SUPPLIED RECORDS →
+-------+
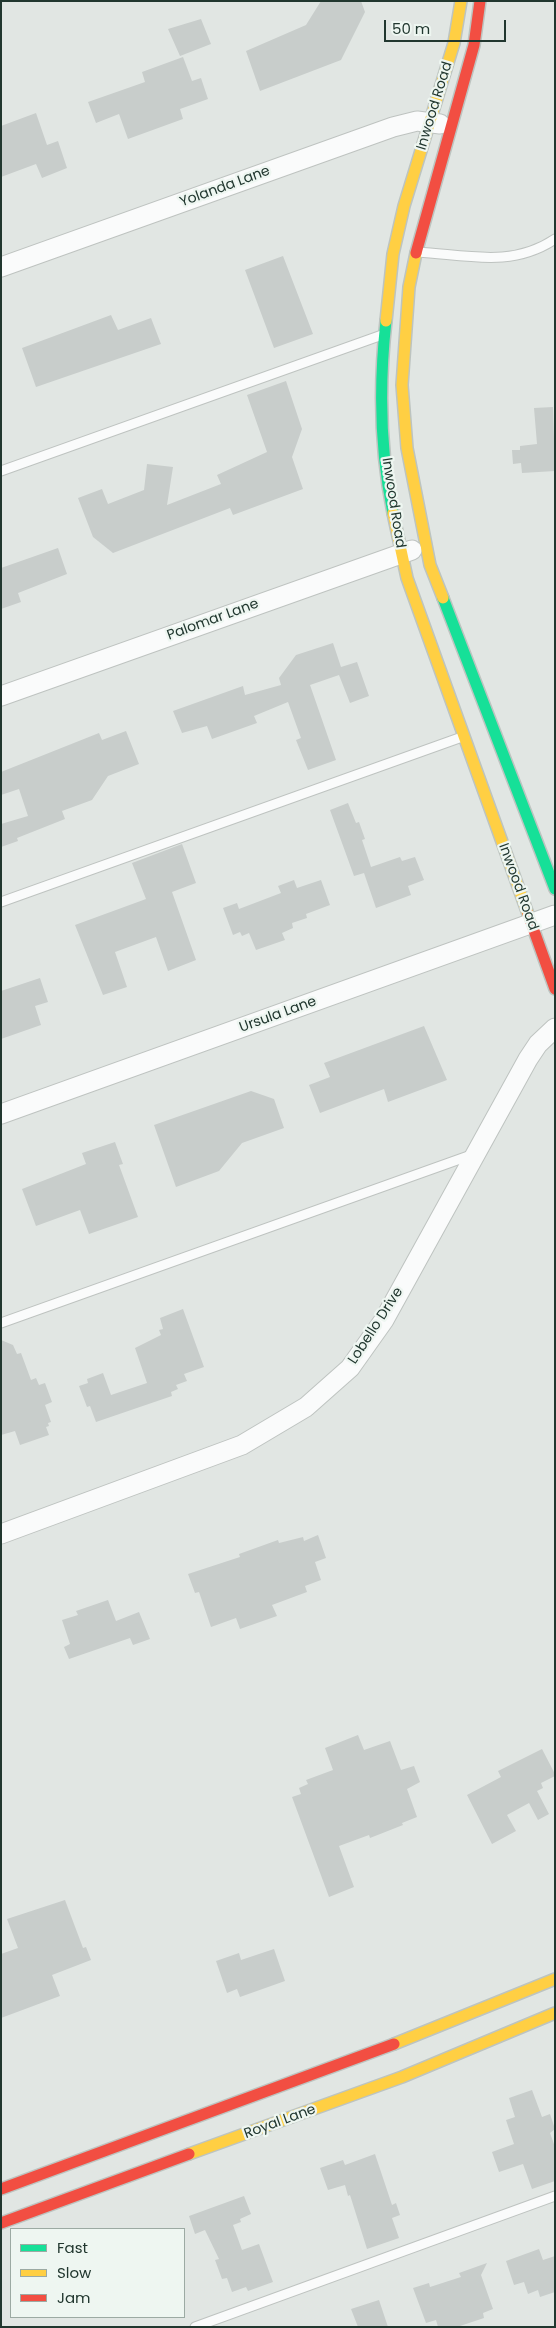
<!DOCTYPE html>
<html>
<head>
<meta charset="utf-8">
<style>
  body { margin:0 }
  #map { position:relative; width:556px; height:2328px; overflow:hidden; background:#e1e6e3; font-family:Poppins,sans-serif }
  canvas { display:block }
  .frame { position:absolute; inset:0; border:2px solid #21372f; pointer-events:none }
  .legend { position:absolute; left:10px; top:2228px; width:175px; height:90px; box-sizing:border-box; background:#eef6f1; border:1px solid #9caaa3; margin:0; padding:6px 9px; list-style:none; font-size:15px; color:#21372f }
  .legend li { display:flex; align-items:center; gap:10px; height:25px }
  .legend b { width:25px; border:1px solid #9caaa3 }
  .scale { position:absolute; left:384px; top:20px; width:122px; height:22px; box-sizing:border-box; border:2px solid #21372f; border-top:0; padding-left:6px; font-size:15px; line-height:18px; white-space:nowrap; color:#21372f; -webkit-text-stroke:4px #eef6f1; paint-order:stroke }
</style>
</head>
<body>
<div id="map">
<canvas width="556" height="2328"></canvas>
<div class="frame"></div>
<ul class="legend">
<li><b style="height:6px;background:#16e098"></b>Fast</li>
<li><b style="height:6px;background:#ffcf43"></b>Slow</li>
<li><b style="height:6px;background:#f24e42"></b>Jam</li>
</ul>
<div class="scale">50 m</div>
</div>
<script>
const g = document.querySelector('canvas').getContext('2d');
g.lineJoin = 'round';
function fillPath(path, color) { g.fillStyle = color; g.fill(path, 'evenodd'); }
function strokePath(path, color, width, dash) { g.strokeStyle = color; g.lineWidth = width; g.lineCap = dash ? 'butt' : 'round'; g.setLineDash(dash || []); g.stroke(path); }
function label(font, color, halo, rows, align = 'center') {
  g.font = font + ' Poppins,sans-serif'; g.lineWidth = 4.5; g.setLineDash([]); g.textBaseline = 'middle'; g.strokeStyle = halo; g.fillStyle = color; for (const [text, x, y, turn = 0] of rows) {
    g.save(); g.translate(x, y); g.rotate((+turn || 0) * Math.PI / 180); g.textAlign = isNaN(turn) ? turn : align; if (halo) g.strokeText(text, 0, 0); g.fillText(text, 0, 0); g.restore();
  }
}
const building = new Path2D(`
  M321 1H361L365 12 341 60 260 91 246 51 306 25Z
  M201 19 211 44 180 56 168 29Z
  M183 57 192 81 201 78 208 99 180 109 183 119 128 139 119 114 96 123 88 102 145 82 142 72Z
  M36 113 47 145 58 141 67 168 42 178 36 164 1 177V126Z
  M283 256 313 334 274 348 245 270Z
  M111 315 118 330 151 318 161 344 36 387 22 348Z
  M286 381 302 429 292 457 303 489 233 515 230 508 113 553 93 537 78 498 102 489 108 504 144 490 147 464 173 467 167 505 221 484 217 475 267 452 247 395Z
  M553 407 555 471 522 473 521 463 513 464 512 450H520V446L537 444 534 408Z
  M58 548 67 574 18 593 21 602 1 609V568Z
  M333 643 341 667 357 662 369 696 350 703 339 675 310 685 336 760 308 770 296 740 301 738 288 702 254 716 257 723 212 739 207 726 182 733 173 711 243 686 245 695 281 685 279 678 296 655Z
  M126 731 139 764 108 776 92 800 62 811 65 819 17 838 18 841 1 847V824L28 816 19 789 1 795V772L99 733 102 740Z
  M348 803 356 823 359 822 365 839 362 840 371 867 400 857 402 861 415 857 424 880 408 886 411 895 376 908 364 873 354 876 330 810Z
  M182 844 196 883 172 892 196 960 168 971 156 937 115 952 127 987 103 995 75 925 146 899 132 863Z
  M294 880 297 888 321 880 330 905 306 914 307 918 292 923 293 928 282 933 285 940 256 950 249 933 242 936 240 932 233 935 223 908 237 903 239 909 281 893 278 886Z
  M40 978 48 1002 35 1006 41 1025 1 1039V991Z
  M424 1026 447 1080 388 1102 384 1089 320 1113 309 1085 330 1077 324 1063Z
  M251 1091 274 1099 284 1128 242 1143 219 1171 176 1187 154 1125Z
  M115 1142 123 1164 119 1165 138 1217 89 1234 80 1210 36 1226 22 1189 86 1164 82 1153Z
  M183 1309 204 1367 184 1374 187 1381 176 1385 178 1389 171 1392 172 1396 96 1422 90 1406 87 1407 79 1386 88 1383 87 1379 103 1373 111 1395 147 1383 135 1348 161 1335 159 1330 163 1329 160 1318Z
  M1 1340 13 1345 17 1354 21 1353 31 1380 36 1378 39 1385 45 1383 52 1402 45 1405 51 1422 48 1423 49 1426 46 1427 49 1435 20 1445 15 1431 1 1435Z
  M318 1535 326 1558 315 1562 321 1580 305 1586 307 1592 272 1605 277 1616 240 1629 236 1618 211 1627 199 1592 195 1593 188 1574 240 1557 239 1554 278 1540 279 1543 303 1537 304 1541Z
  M108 1600 116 1621 139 1612 150 1639 133 1645 130 1638 69 1659 64 1647 70 1644 62 1620 78 1615 76 1611Z
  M358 1735 364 1750 390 1741 401 1770 414 1766 420 1782 407 1789 417 1817 402 1823 403 1825 370 1838 369 1835 339 1846 354 1887 329 1897 292 1797 301 1794 299 1788 308 1784 306 1780 333 1770 325 1748Z
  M542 1749 555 1774V1776L541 1783 543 1788 537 1791 549 1814 538 1820 529 1803 507 1815 516 1831 492 1844 467 1795 501 1777 498 1771Z
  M65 1900 83 1948 86 1947 91 1960 52 1975 60 1996 1 2018V1954L18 1948 7 1919Z
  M274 1949 285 1981 240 1997 237 1989 227 1993 216 1961 239 1953 241 1960Z
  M532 2090 542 2117 550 2114 555 2129 550 2133 555 2147V2181L532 2189 523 2164 499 2172 492 2152 514 2144 506 2120 515 2117 509 2098Z
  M375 2154 392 2205 396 2203 400 2215 392 2218 399 2238 367 2249 350 2195 348 2196 345 2185 328 2190 320 2168 343 2160 345 2165Z
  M244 2196 251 2214 240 2219 241 2222 233 2225 242 2250 259 2244 273 2282 248 2291 246 2287 232 2292 227 2278 222 2279 215 2260 219 2259 205 2230 195 2234 189 2216Z
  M539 2249 543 2260 555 2256V2292L540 2297 538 2290 528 2294 524 2282 514 2285 506 2261Z
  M487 2263 481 2275 493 2309 483 2313 484 2318 457 2327H438L436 2320 426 2323 413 2288 429 2283 430 2287 461 2277 459 2273Z
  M379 2300 388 2327H358L351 2309Z`);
const lane = new Path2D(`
  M418 252C467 255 512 268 555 239
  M1 471 382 335
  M1 902 462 737
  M1 1323 474 1154
  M195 2327 555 2196`);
const street = new Path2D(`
  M1 267 393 127 417 121 440 124
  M1 696 412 550
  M1 1114 555 915
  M1 1534 242 1445 306 1407 350 1368 384 1320 528 1059 538 1044 555 1028`);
const fast = new Path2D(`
  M386 321C379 384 380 451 393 513
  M443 598 555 889`);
const slow = new Path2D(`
  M416 253 409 287 402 385 407 448 430 565 443 598
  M386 321 393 254 404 206 454 43 461 1
  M393 513 407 578 528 914
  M394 2044 555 1979
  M189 2154 402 2077 555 2013`);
const jam = new Path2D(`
  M416 253 474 45 480 1
  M528 914 555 989
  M1 2189 394 2044
  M1 2223 189 2154`);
const streetNames = [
  ["Inwood Road",435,106,-73],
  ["Yolanda Lane",225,187,-20],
  ["Inwood Road",393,503,81],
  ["Palomar Lane",213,620,-20],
  ["Inwood Road",518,887,70],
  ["Ursula Lane",278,1015,-20],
  ["Lobello Drive",376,1326,-57],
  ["Royal Lane",280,2122,-20]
];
fillPath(building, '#c8cdcb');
strokePath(lane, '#bec3c0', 11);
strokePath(street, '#bec3c0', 21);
strokePath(fast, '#bdc4c0', 14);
strokePath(slow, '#bdc4c0', 14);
strokePath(jam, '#bdc4c0', 14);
strokePath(lane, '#fafbfb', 9);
strokePath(street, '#fafbfb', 19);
strokePath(fast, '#16e098', 11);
strokePath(slow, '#ffcf43', 11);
strokePath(jam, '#f24e42', 11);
label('14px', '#21372f', '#eef6f1', streetNames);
</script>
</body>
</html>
+-------+
Only the lines from the first line of the data above through the line with "display:flex; align-items:center; gap:10px;" should appear in the answer, retyped exactly, with every picture left out.

<!DOCTYPE html>
<html>
<head>
<meta charset="utf-8">
<style>
  body { margin:0 }
  #map { position:relative; width:556px; height:2328px; overflow:hidden; background:#e1e6e3; font-family:Poppins,sans-serif }
  canvas { display:block }
  .frame { position:absolute; inset:0; border:2px solid #21372f; pointer-events:none }
  .legend { position:absolute; left:10px; top:2228px; width:175px; height:90px; box-sizing:border-box; background:#eef6f1; border:1px solid #9caaa3; margin:0; padding:6px 9px; list-style:none; font-size:15px; color:#21372f }
  .legend li { display:flex; align-items:center; gap:10px; height:25px }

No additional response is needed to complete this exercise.